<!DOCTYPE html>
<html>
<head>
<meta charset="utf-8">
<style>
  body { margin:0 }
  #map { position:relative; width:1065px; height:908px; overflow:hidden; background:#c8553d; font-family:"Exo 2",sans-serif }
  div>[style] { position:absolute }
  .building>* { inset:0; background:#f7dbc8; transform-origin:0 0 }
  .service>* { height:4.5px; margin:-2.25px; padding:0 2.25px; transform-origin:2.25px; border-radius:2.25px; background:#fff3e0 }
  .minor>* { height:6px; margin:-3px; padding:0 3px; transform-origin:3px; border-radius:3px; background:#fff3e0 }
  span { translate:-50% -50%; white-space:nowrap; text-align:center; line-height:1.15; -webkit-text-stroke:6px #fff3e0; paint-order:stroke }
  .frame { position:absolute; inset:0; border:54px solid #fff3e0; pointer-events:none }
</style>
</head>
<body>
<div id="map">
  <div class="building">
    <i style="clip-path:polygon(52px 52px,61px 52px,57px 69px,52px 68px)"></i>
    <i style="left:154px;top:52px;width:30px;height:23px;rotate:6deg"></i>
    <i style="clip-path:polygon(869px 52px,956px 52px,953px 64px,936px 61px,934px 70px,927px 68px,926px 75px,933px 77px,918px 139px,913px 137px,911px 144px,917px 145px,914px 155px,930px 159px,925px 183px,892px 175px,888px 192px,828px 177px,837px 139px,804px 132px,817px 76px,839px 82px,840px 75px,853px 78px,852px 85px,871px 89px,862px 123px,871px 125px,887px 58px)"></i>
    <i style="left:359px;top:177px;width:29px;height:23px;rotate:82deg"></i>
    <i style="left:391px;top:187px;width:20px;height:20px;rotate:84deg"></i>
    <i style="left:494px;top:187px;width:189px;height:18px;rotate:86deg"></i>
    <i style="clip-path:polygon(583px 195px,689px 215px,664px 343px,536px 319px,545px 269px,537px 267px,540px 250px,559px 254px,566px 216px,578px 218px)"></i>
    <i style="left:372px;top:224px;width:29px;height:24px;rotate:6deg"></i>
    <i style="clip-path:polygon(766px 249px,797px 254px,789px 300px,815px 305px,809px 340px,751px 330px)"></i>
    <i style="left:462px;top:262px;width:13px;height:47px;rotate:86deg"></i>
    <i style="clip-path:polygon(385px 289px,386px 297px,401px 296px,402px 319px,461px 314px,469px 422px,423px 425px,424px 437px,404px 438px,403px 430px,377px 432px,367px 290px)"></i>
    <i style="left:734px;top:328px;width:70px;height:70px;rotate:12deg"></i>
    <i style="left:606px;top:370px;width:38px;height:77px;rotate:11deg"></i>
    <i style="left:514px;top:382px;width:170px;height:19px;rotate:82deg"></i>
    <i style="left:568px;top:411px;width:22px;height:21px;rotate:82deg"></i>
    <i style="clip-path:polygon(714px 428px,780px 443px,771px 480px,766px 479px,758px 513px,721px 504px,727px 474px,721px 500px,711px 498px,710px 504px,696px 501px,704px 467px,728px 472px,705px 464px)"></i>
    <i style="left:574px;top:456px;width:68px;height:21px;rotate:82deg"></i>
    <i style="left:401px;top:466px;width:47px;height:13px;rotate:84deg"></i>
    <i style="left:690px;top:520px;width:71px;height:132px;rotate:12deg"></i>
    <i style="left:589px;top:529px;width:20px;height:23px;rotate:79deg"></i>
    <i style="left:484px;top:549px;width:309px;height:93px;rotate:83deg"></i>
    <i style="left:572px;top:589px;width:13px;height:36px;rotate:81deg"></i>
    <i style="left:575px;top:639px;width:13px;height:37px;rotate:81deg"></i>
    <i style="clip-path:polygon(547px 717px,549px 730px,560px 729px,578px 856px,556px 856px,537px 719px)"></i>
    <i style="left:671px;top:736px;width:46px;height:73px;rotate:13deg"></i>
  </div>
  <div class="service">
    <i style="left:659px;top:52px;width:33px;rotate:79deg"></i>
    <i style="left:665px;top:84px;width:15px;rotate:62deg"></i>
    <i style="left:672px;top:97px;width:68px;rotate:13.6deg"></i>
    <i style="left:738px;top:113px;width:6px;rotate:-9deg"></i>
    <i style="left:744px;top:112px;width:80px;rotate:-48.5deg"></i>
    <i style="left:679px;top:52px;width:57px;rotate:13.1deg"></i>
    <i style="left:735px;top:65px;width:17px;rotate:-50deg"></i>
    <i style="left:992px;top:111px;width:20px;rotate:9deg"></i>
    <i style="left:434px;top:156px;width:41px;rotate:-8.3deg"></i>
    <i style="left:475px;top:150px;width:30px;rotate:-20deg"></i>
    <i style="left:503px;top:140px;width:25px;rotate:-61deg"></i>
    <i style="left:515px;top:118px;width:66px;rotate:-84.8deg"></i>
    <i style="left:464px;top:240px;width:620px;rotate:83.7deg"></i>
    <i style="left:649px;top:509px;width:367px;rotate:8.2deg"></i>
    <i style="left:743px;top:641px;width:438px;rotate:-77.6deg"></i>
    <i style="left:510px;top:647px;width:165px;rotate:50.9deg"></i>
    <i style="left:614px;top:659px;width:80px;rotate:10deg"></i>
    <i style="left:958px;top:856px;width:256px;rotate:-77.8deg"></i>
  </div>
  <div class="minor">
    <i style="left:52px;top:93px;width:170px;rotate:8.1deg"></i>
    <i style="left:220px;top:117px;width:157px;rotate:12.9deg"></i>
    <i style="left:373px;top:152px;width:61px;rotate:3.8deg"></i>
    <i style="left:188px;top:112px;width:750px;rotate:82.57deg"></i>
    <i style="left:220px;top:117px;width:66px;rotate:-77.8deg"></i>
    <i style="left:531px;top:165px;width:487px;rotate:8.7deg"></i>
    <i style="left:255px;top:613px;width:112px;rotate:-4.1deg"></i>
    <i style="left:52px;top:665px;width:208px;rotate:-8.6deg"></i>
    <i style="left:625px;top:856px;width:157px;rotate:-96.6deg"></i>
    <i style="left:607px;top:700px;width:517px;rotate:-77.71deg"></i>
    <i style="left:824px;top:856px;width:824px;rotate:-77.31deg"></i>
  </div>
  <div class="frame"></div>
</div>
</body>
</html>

## Exercise brief
In the entries above, identify each line that includes the string "path", then copy it.

## Written reply
    <i style="clip-path:polygon(52px 52px,61px 52px,57px 69px,52px 68px)"></i>
    <i style="clip-path:polygon(869px 52px,956px 52px,953px 64px,936px 61px,934px 70px,927px 68px,926px 75px,933px 77px,918px 139px,913px 137px,911px 144px,917px 145px,914px 155px,930px 159px,925px 183px,892px 175px,888px 192px,828px 177px,837px 139px,804px 132px,817px 76px,839px 82px,840px 75px,853px 78px,852px 85px,871px 89px,862px 123px,871px 125px,887px 58px)"></i>
    <i style="clip-path:polygon(583px 195px,689px 215px,664px 343px,536px 319px,545px 269px,537px 267px,540px 250px,559px 254px,566px 216px,578px 218px)"></i>
    <i style="clip-path:polygon(766px 249px,797px 254px,789px 300px,815px 305px,809px 340px,751px 330px)"></i>
    <i style="clip-path:polygon(385px 289px,386px 297px,401px 296px,402px 319px,461px 314px,469px 422px,423px 425px,424px 437px,404px 438px,403px 430px,377px 432px,367px 290px)"></i>
    <i style="clip-path:polygon(714px 428px,780px 443px,771px 480px,766px 479px,758px 513px,721px 504px,727px 474px,721px 500px,711px 498px,710px 504px,696px 501px,704px 467px,728px 472px,705px 464px)"></i>
    <i style="clip-path:polygon(547px 717px,549px 730px,560px 729px,578px 856px,556px 856px,537px 719px)"></i>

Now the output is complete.